Yesterday, I rode with my duly betrothed for the first time in a long time. We train separately, mostly…but I enjoy my rides with him, best of all.
She Rides a Bike continues to inspire me to park my car, permanently. Though carpooling and maneuvering a tandem for 7 presents a bit of a problem. In the interim I make snide comments daily to him about “all these bikes we have and we’re still in a freaking car”. Speaking of which “she” had a recent blog about a contest wherein you take pics of yourself in your fabulous commuter clothing and “all spandex” is forbidden…. tisk tisk...which brings me to…. possible future blog posts of “How you TOO can commute and look hot in spandex” ; )
Granted, if I had an Electra Cruiser I would be wearing buttercup yellow sundresses with pigtails and ribbons and pedaling away whilst I conversed with my spotted puppy in the front basket AND if I don’t get an Electra Cruiser in pretty colors, with a cute little basket and a flower and a bell and streamers for a wedding present…I’m going to PITCH A HISSY….southern belle style…and there aint nothing purty about a southern belle hissy.
Monday, May 11, 2009
Hilton Head was great. We got there Thursday night about 9:00. Friday, Rob and I explored the island a bit on our bikes, rode the bike course, found Al’s shop and perused it…tested the ocean water for his swim on Saturday, etc. etc. I did not prepare for my run. Truly, when you haven’t been running consistently for about a year, last minute training just really isn’t going to help so much. We said all along that we were there to have fun, vacation, and hopefully, just not come in last place.
Saturday dawned bright and early, we left the kids in their room…headed to body marking, got set up in transition and then they headed down to the beach close to seven to meet us to see the race start. Rob had an adequate swim, it was wet suit legal, but he opted to go without it. He definitely was not the first out of the water, but also not the last. It was a solid swim, just what he wanted. I knew he would make it up on the bike, so I wasn’t worried. He recently sold his time trial bike due to lack of use so he rode the Look. No aero bars, no aero helmet….just a regular ol’ road racer in teeny little tri-shorts! He had a great bike split. Thirty sixth overall out of over 200. Then came the run, it was getting hot by this point, muggy and much of the run was in blaring sun. I had two goals, to finish and be under 30. I finished… I was 18 seconds over my “goal”. But still had at least 50 people that finished behind me. It was very very average, but I’ll take it, since plenty of people behind me actually trained and since spending all of last year running through injuries, I’ve been cycling…not running, at all.
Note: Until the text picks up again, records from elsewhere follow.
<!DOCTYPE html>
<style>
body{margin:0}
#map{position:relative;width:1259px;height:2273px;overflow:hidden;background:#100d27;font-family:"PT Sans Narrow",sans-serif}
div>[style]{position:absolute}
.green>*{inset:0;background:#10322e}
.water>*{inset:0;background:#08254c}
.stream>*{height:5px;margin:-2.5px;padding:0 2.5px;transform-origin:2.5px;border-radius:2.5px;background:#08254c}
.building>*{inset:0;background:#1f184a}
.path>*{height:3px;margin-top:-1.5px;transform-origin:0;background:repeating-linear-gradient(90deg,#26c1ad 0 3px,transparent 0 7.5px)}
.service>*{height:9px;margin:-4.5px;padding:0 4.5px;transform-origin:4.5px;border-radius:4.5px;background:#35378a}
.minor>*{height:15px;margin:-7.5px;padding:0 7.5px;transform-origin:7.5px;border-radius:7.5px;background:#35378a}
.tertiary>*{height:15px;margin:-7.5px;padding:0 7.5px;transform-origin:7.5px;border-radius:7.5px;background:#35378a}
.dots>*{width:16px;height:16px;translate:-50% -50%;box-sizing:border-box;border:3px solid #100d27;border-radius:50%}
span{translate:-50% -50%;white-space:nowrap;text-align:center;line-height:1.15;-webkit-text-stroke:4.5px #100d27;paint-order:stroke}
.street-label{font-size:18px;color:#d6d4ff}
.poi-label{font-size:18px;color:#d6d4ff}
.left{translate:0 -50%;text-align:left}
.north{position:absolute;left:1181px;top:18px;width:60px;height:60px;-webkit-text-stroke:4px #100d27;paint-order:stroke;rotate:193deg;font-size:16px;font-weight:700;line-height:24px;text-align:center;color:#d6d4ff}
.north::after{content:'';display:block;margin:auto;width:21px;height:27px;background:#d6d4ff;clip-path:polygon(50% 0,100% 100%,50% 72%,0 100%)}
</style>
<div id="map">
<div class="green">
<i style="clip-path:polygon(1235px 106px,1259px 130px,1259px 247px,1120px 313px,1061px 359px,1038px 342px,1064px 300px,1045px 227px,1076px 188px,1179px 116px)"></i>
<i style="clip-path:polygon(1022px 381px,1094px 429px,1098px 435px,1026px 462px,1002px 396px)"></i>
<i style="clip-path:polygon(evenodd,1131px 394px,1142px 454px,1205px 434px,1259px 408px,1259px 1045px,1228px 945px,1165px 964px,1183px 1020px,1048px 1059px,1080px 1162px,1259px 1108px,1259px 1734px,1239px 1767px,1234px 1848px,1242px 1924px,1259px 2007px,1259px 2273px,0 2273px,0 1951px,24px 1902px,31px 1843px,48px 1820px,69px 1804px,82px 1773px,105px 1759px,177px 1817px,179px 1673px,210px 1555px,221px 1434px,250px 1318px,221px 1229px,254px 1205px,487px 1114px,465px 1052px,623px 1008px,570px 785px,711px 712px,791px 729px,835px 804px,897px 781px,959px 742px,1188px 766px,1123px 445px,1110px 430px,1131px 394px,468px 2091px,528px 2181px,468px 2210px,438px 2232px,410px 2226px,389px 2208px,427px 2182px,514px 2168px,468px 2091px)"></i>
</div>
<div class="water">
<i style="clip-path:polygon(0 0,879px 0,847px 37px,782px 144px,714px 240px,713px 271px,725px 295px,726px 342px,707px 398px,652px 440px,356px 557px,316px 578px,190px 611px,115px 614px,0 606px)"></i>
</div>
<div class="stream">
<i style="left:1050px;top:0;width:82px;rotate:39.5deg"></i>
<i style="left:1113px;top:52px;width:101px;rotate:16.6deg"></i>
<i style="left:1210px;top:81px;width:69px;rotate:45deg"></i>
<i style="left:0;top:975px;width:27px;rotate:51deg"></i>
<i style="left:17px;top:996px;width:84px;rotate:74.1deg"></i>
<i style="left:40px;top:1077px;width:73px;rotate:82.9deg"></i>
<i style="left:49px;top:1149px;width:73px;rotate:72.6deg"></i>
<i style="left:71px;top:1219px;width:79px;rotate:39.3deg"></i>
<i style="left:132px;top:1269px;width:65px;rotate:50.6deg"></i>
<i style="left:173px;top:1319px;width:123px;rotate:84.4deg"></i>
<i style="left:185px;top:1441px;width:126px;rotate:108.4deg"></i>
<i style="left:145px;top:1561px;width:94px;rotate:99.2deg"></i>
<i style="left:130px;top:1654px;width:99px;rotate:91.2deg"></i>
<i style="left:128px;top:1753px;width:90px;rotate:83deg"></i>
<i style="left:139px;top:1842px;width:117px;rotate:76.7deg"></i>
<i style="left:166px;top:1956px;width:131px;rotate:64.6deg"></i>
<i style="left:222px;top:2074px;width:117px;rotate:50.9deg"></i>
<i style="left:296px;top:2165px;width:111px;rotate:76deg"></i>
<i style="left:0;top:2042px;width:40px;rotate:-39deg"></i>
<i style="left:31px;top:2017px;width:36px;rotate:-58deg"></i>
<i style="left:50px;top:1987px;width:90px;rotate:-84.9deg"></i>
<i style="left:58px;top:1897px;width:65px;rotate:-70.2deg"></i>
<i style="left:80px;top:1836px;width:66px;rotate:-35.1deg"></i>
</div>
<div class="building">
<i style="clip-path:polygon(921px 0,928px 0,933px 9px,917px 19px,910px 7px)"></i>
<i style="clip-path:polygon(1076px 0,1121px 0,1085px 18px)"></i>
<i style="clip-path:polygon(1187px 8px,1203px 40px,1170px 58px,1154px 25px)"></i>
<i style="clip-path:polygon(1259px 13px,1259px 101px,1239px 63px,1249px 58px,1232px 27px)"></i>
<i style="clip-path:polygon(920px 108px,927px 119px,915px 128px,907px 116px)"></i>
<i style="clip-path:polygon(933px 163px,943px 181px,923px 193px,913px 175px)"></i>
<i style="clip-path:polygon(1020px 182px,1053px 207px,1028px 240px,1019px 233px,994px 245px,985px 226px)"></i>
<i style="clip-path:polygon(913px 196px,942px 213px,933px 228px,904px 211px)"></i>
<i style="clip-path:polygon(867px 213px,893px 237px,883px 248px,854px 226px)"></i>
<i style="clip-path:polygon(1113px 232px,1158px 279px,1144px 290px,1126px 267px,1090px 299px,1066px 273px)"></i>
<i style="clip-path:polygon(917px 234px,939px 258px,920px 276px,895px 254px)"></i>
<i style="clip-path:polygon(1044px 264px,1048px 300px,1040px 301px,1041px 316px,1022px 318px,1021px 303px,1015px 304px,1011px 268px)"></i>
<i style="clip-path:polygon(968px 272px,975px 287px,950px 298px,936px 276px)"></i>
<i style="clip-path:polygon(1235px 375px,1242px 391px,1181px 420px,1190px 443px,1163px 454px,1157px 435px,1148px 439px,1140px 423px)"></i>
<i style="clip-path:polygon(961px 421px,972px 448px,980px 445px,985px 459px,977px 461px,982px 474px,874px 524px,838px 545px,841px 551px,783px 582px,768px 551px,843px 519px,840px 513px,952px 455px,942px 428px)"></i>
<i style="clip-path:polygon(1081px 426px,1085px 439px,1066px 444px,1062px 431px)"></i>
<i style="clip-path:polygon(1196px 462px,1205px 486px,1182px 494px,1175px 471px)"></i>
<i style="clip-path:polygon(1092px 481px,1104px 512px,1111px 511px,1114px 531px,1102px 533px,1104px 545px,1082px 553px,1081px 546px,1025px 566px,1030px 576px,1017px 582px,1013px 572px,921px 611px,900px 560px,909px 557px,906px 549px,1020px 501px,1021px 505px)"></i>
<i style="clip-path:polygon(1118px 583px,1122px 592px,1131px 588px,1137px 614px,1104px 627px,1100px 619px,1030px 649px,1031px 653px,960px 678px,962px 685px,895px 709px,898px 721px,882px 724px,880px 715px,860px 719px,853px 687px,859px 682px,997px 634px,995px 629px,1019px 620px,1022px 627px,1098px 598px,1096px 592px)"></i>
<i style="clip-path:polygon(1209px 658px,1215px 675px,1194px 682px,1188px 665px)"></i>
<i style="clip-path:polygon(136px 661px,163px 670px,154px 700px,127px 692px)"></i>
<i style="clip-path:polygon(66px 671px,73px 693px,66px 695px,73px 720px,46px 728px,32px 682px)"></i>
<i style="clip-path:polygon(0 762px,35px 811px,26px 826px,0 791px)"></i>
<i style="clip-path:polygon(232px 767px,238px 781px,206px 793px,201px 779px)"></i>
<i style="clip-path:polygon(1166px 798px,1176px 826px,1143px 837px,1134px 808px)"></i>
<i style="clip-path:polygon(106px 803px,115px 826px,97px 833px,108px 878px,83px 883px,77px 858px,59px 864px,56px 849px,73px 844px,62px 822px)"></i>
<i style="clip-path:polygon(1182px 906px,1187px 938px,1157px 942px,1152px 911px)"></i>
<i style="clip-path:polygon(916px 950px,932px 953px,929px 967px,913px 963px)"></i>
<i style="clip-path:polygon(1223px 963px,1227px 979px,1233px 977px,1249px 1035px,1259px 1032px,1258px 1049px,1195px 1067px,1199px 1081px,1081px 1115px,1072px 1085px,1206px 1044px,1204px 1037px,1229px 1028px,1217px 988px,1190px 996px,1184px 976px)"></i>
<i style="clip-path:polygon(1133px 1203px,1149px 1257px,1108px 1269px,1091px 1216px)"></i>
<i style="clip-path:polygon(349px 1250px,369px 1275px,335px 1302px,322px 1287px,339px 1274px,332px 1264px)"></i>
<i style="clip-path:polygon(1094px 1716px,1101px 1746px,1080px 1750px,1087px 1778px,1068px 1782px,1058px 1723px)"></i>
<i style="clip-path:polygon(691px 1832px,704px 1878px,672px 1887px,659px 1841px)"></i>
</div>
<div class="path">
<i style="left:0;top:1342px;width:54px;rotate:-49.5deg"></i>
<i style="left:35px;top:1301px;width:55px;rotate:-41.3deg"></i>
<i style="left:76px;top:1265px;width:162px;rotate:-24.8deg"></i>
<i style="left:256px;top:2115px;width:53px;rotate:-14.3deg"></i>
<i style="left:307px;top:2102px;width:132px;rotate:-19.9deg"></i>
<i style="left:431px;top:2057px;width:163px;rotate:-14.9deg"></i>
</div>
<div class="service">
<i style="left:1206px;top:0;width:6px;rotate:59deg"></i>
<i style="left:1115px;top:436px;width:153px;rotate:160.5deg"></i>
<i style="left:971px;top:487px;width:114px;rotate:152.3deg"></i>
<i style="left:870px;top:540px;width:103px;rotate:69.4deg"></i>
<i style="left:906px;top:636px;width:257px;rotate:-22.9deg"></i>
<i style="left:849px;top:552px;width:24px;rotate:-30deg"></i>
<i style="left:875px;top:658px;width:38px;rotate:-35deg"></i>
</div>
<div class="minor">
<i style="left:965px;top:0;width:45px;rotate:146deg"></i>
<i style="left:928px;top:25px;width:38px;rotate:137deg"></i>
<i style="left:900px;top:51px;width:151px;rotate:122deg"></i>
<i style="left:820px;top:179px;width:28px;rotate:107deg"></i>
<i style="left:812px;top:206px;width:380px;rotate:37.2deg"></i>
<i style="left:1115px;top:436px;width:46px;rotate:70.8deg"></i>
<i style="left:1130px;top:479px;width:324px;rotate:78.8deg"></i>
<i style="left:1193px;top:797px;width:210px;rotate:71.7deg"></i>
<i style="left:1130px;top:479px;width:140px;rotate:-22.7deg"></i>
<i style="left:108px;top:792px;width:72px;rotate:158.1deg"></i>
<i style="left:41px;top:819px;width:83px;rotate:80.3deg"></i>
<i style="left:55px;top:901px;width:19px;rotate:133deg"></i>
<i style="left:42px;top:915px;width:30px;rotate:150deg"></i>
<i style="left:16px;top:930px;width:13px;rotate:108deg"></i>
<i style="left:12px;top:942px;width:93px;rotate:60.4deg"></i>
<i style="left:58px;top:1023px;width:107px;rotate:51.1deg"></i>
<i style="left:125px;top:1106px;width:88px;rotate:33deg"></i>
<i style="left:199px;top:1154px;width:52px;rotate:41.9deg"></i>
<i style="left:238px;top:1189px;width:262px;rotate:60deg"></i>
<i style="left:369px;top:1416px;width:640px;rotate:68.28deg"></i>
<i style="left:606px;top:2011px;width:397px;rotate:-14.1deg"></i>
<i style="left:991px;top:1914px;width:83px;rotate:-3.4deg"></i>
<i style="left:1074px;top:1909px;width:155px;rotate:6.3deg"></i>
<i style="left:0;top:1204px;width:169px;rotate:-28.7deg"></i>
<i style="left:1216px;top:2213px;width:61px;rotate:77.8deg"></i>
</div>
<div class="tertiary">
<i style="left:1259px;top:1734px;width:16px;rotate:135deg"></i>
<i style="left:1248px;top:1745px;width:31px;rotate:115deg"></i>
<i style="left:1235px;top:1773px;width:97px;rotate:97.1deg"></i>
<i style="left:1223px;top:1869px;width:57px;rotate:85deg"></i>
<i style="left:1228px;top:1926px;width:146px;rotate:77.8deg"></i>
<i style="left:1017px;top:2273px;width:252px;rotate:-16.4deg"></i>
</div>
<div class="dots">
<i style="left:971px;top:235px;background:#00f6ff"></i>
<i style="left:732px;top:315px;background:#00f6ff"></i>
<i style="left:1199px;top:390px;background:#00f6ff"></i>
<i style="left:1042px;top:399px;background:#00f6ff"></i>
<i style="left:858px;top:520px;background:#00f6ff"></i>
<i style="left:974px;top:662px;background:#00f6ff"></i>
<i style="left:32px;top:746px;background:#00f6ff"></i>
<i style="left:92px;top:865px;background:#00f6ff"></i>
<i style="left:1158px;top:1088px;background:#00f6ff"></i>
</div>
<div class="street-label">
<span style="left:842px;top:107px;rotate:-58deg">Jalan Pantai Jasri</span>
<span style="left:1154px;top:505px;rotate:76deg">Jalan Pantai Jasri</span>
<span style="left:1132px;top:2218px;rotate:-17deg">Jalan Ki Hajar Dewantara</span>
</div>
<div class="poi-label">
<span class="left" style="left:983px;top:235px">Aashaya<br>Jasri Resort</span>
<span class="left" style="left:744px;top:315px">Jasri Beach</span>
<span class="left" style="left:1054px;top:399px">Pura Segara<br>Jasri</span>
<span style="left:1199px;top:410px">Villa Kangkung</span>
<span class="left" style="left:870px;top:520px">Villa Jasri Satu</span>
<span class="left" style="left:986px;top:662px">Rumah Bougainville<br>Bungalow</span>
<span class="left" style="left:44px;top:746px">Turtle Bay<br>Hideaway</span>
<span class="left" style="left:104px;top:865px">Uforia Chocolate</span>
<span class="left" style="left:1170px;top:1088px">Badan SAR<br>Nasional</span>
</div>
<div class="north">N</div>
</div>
In the end, at results time… “we” were good enough to snag FIRST PLACE in the mixed relay division. We were thrilled, shocked actually…could not have done it without Rob’s bike split. The second place finisher behind us had a gap of more than 10 minutes over his bike time. Maybe I should bow out now, since it was my first triathlon effort, even though it was a relay and I have a first place overall plaque to prove it. However, even with the first place, my run time was disheartening to me… andddddddd that means I’ll be back….to do better.
For now, I’ll take solace in these pics and the fact that even if my run time had been faster, we would still have gotten first! The two oldest were there to see us win and that earned us some cool parents points...we'll take it while it lasts!